[Start of section]
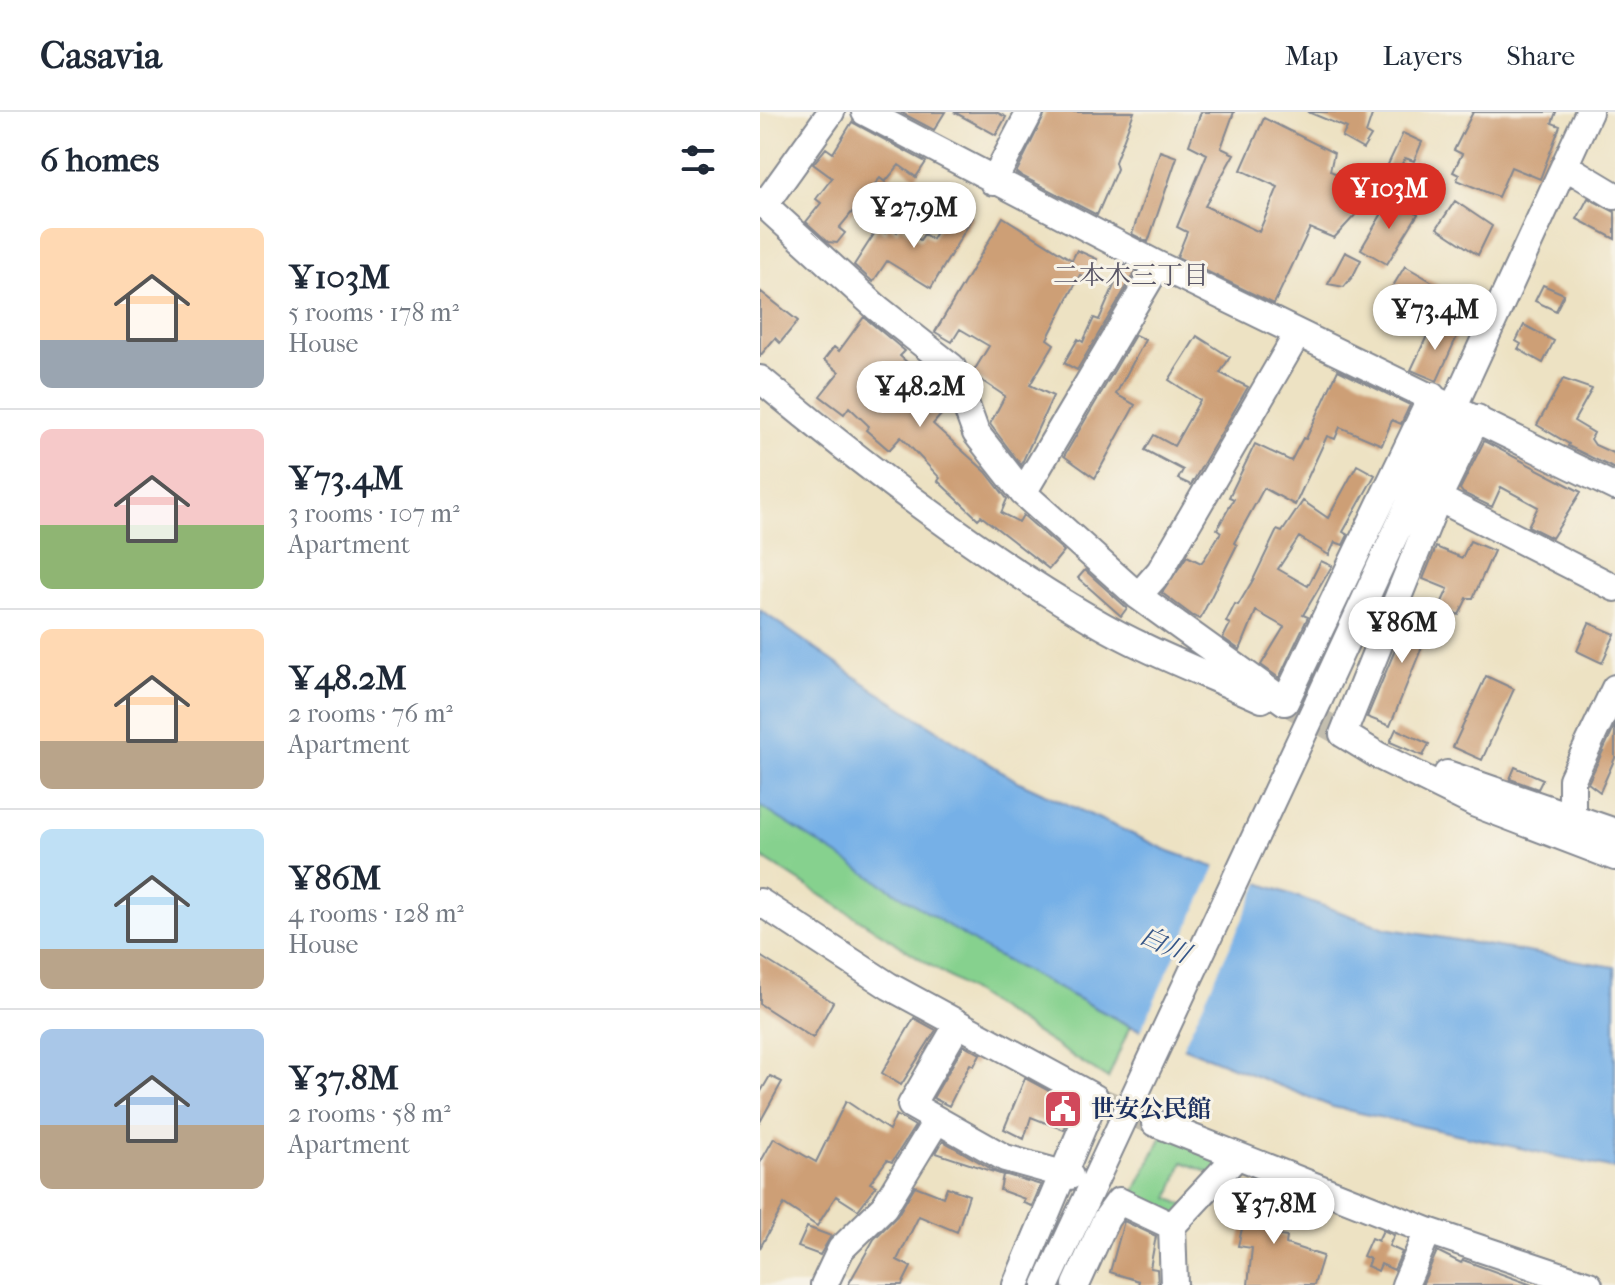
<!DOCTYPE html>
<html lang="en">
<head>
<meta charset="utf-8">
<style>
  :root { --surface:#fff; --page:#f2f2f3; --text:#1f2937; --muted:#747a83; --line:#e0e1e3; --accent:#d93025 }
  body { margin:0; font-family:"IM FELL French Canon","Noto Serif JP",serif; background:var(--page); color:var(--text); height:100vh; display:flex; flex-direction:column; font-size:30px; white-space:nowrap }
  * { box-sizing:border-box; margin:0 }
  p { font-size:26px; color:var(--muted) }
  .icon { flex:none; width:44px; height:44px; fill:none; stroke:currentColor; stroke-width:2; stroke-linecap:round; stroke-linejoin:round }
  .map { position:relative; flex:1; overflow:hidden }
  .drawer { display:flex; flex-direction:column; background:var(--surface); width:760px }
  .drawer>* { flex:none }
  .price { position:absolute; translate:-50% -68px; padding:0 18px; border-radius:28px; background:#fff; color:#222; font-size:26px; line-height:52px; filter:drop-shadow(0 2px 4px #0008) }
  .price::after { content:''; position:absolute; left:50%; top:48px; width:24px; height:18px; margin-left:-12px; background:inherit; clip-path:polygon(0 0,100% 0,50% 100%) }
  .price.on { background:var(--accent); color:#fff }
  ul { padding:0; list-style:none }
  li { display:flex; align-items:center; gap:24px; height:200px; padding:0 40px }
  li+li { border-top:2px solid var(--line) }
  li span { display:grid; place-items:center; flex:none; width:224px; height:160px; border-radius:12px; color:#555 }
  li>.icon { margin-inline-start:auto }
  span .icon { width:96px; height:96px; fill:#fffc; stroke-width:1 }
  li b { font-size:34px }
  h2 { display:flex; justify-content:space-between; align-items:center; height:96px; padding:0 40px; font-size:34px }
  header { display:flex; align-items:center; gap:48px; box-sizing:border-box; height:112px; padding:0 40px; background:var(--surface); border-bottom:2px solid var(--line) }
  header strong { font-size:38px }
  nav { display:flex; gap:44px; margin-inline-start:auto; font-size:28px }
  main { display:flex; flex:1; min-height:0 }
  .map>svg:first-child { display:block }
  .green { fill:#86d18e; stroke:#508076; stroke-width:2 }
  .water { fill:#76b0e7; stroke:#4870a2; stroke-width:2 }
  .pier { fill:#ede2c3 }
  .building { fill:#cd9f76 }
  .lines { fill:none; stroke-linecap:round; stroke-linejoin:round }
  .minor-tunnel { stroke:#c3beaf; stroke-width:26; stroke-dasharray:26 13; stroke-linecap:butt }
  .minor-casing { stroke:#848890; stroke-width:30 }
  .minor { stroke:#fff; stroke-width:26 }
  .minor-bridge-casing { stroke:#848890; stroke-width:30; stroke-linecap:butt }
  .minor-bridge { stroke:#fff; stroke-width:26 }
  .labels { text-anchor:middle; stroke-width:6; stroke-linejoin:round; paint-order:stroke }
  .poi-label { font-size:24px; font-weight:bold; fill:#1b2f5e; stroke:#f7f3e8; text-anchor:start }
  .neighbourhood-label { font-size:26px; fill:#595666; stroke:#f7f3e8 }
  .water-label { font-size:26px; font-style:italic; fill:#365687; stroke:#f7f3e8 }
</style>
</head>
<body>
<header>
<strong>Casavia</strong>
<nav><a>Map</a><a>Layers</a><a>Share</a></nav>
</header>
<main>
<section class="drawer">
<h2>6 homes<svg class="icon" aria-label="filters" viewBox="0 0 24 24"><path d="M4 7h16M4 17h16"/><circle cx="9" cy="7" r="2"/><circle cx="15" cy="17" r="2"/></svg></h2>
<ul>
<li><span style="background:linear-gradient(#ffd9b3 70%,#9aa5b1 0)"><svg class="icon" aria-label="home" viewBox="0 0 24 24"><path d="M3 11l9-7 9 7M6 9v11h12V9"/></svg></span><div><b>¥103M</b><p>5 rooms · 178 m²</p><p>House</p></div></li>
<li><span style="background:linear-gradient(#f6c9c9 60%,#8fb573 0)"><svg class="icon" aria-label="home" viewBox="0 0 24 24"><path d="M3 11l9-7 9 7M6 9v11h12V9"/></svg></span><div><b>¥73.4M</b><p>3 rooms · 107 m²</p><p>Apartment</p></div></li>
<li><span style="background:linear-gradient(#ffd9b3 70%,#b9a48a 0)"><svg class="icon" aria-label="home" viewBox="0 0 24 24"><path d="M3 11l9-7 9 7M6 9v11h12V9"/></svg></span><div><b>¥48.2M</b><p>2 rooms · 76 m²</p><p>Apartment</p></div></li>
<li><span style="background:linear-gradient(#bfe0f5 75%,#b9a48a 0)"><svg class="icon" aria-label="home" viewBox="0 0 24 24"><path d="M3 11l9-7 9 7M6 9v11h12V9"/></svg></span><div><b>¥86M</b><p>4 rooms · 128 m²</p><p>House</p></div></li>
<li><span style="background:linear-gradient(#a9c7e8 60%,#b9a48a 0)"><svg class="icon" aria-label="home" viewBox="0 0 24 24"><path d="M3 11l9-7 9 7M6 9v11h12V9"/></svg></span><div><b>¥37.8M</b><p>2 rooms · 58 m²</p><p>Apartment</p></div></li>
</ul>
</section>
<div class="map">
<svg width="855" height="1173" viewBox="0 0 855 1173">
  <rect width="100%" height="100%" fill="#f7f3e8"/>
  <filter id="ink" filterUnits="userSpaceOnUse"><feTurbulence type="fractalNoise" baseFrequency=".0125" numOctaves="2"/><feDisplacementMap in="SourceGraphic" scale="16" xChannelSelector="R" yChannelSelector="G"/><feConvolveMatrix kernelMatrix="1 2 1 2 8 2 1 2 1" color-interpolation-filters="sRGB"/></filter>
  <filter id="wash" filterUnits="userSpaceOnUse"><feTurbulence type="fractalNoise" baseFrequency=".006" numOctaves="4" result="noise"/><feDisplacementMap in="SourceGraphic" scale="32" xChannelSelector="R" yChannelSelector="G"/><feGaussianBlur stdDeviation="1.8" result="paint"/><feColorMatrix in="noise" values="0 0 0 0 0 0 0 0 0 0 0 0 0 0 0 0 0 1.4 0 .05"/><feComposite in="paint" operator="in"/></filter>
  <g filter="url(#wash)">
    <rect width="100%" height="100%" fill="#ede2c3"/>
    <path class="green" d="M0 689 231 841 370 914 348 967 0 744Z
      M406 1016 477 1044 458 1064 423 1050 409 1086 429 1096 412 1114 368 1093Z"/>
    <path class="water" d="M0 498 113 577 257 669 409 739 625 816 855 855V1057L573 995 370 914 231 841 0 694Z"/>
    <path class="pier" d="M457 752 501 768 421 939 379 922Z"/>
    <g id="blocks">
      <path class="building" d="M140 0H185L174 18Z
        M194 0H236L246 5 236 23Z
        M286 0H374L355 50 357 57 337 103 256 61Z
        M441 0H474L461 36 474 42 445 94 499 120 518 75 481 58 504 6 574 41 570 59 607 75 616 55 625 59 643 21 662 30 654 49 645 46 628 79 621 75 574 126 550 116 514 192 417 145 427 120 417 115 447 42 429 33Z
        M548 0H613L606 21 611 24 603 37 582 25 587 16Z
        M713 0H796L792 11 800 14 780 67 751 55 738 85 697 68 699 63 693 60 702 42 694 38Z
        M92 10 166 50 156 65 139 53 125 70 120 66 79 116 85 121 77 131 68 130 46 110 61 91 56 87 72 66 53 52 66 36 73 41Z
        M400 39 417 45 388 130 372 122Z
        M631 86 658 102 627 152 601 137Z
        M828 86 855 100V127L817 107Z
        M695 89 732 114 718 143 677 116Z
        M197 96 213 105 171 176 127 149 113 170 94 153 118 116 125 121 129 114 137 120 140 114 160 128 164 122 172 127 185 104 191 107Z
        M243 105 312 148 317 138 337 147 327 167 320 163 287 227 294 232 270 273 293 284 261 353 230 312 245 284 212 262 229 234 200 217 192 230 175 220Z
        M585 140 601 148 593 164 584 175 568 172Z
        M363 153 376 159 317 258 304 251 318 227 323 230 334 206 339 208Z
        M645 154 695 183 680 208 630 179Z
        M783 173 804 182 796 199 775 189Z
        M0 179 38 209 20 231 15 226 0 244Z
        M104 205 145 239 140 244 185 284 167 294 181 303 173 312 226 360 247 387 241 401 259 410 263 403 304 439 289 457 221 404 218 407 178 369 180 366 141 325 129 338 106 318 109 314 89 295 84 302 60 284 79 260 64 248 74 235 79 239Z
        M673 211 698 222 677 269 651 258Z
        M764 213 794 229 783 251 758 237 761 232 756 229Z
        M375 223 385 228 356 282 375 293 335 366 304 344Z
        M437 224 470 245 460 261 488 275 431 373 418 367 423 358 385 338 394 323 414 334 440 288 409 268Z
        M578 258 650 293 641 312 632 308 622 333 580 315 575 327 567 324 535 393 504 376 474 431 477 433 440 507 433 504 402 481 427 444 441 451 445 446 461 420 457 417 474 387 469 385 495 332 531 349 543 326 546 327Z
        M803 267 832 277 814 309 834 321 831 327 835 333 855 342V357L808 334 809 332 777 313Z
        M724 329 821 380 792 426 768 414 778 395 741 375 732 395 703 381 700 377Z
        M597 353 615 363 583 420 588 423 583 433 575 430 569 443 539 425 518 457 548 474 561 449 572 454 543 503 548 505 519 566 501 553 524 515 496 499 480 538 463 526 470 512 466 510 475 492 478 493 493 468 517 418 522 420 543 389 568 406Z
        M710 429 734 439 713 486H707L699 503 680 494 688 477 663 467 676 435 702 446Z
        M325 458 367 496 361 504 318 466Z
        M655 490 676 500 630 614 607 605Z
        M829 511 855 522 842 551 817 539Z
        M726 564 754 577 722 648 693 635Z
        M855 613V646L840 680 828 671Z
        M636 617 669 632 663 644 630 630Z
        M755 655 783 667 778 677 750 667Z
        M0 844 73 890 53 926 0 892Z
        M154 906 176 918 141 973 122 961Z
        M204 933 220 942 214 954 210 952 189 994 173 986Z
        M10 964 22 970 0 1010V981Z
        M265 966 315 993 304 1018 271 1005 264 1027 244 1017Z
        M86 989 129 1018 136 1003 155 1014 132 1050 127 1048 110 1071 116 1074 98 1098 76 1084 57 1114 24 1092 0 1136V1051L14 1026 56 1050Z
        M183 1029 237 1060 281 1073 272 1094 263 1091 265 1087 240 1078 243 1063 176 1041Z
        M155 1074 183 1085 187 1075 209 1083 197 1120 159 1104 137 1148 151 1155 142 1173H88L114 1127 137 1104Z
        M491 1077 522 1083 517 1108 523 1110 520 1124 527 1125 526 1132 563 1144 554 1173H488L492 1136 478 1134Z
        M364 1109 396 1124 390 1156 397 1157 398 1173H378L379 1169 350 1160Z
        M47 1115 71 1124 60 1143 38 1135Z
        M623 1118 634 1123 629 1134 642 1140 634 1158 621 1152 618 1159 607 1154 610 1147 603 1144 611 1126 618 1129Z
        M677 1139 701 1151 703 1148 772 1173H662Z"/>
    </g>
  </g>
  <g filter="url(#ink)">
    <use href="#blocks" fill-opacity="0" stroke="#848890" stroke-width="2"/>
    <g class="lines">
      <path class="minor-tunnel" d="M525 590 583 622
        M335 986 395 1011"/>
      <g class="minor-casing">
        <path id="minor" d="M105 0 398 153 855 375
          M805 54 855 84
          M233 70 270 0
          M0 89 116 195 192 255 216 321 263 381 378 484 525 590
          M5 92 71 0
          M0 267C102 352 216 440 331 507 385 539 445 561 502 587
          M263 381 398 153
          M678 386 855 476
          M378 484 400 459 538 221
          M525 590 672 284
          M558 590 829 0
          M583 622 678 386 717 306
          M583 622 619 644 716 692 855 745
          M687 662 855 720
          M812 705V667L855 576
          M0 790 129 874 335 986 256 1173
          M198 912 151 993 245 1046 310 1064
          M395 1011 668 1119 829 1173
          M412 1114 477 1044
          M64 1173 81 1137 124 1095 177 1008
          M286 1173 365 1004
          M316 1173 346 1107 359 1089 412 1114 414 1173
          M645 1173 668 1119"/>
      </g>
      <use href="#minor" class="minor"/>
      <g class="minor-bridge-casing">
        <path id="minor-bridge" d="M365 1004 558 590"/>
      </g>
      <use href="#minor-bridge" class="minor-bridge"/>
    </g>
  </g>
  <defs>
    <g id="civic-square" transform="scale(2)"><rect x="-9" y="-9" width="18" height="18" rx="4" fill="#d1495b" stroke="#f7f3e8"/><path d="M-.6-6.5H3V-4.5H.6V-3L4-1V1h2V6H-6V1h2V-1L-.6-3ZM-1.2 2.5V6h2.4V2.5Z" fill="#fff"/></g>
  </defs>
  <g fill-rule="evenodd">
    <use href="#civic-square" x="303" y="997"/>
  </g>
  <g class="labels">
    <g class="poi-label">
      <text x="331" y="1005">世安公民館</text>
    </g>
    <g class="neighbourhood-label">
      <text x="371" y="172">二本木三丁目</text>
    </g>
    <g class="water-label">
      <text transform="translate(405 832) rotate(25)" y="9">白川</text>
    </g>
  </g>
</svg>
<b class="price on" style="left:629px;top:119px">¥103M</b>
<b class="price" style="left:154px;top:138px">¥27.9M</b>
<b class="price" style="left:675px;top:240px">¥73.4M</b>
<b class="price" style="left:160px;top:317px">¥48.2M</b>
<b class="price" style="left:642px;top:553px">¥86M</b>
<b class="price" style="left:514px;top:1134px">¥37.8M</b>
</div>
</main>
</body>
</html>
[End of section]
» Your instructions
Tally the lines in the entries above that hold the string "direction" and state the tally alone.

» Answer section
2